1920sThe roots of the Red Wings go all the way back to the old Western Hockey League, where the Victoria (British Columbia) Cougars were members until their roster was sold to a group from Detroit on September 25, 1926. The Detroit group had been awarded an NHL franchise on May 15, 1926.
The team began to play as the Detroit Cougars in the fall of 1926 while playing its home games in Windsor, Ontario. Despite the fact that the Victoria Cougars had won the Stanley Cup in 1925 and were Cup finalists in 1926, the Detroit Cougars finished 12-28-4; the NHL's worst record for the 1926-27 season.
Not only did the team struggle on the ice, but it performed poorly on the ledger sheet as well where the Cougars were more than $80,000 in debt.
Help came, the following season, in the form of Jack Adams as the team's coach and general manager. Adams had played in the old Pacific Coast league and in the NHL with the Toronto St. Pats and the Ottawa Senators. Adam's tenure as coach and GM would last until the 1962-63 season, when Sid Abel took over.

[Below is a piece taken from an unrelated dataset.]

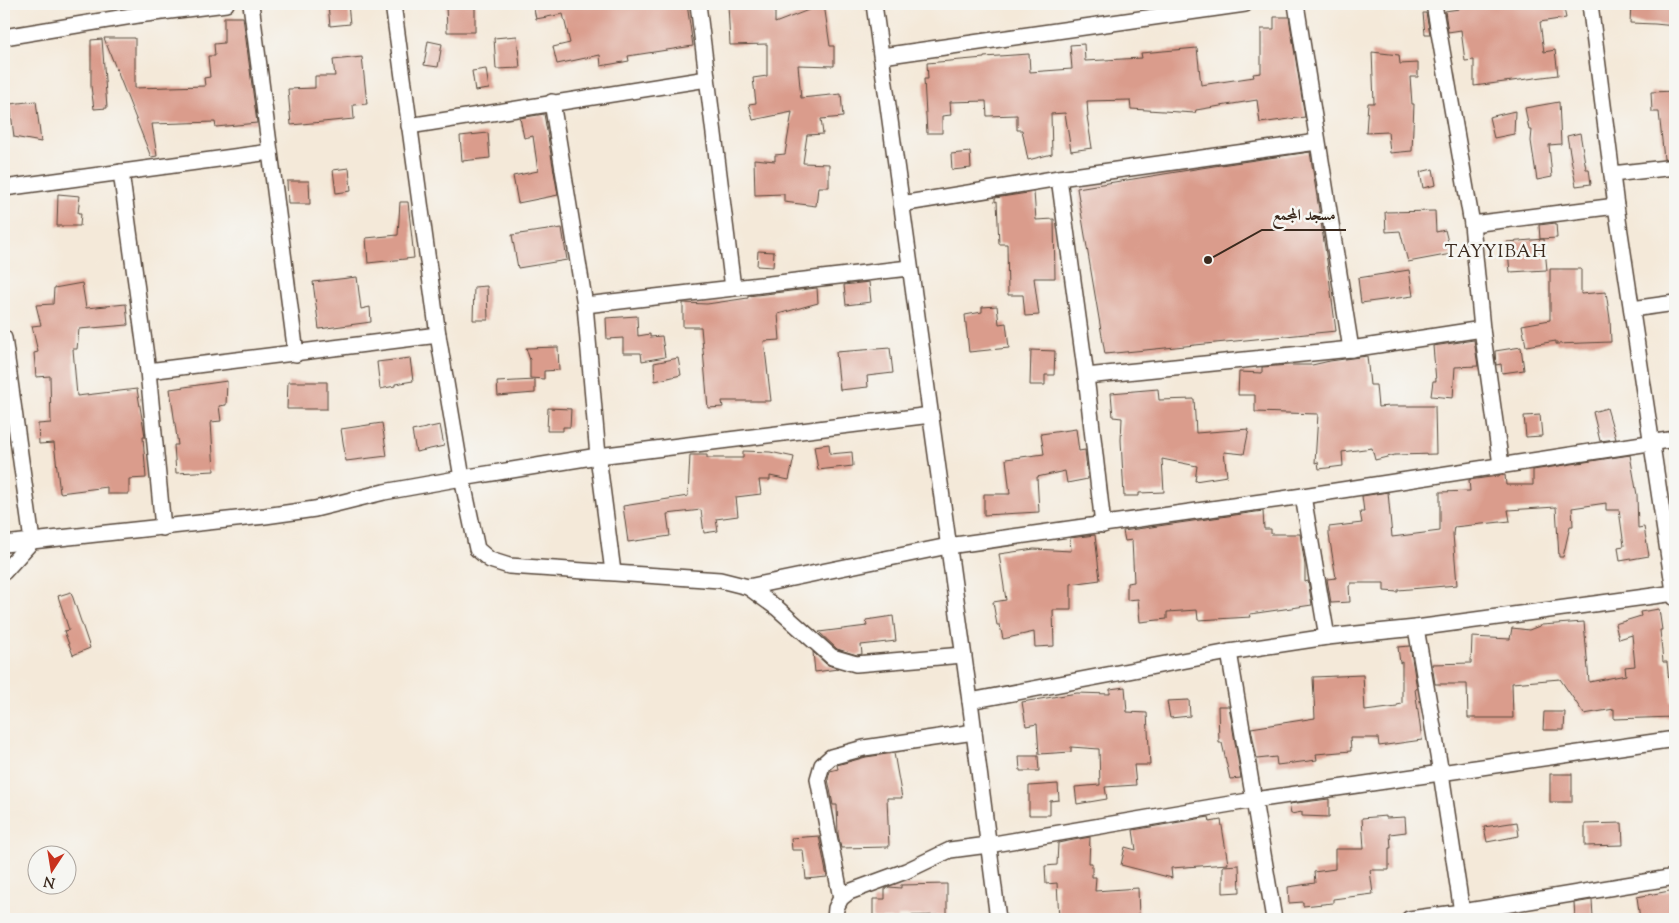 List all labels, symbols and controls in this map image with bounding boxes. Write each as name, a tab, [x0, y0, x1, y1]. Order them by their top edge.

The team also moved into the brand new Olympia Stadium for the 1927-28 season. A Detroit and professional hockey landmark, the Olympia would serve as the home for the franchise through the midway point of the 1979-80 season. With Adams at the helm, the team made the playoffs for the first time in franchise history (1928-29). However, they were still among the NHL's have-nots and perpetually close to bankruptcy.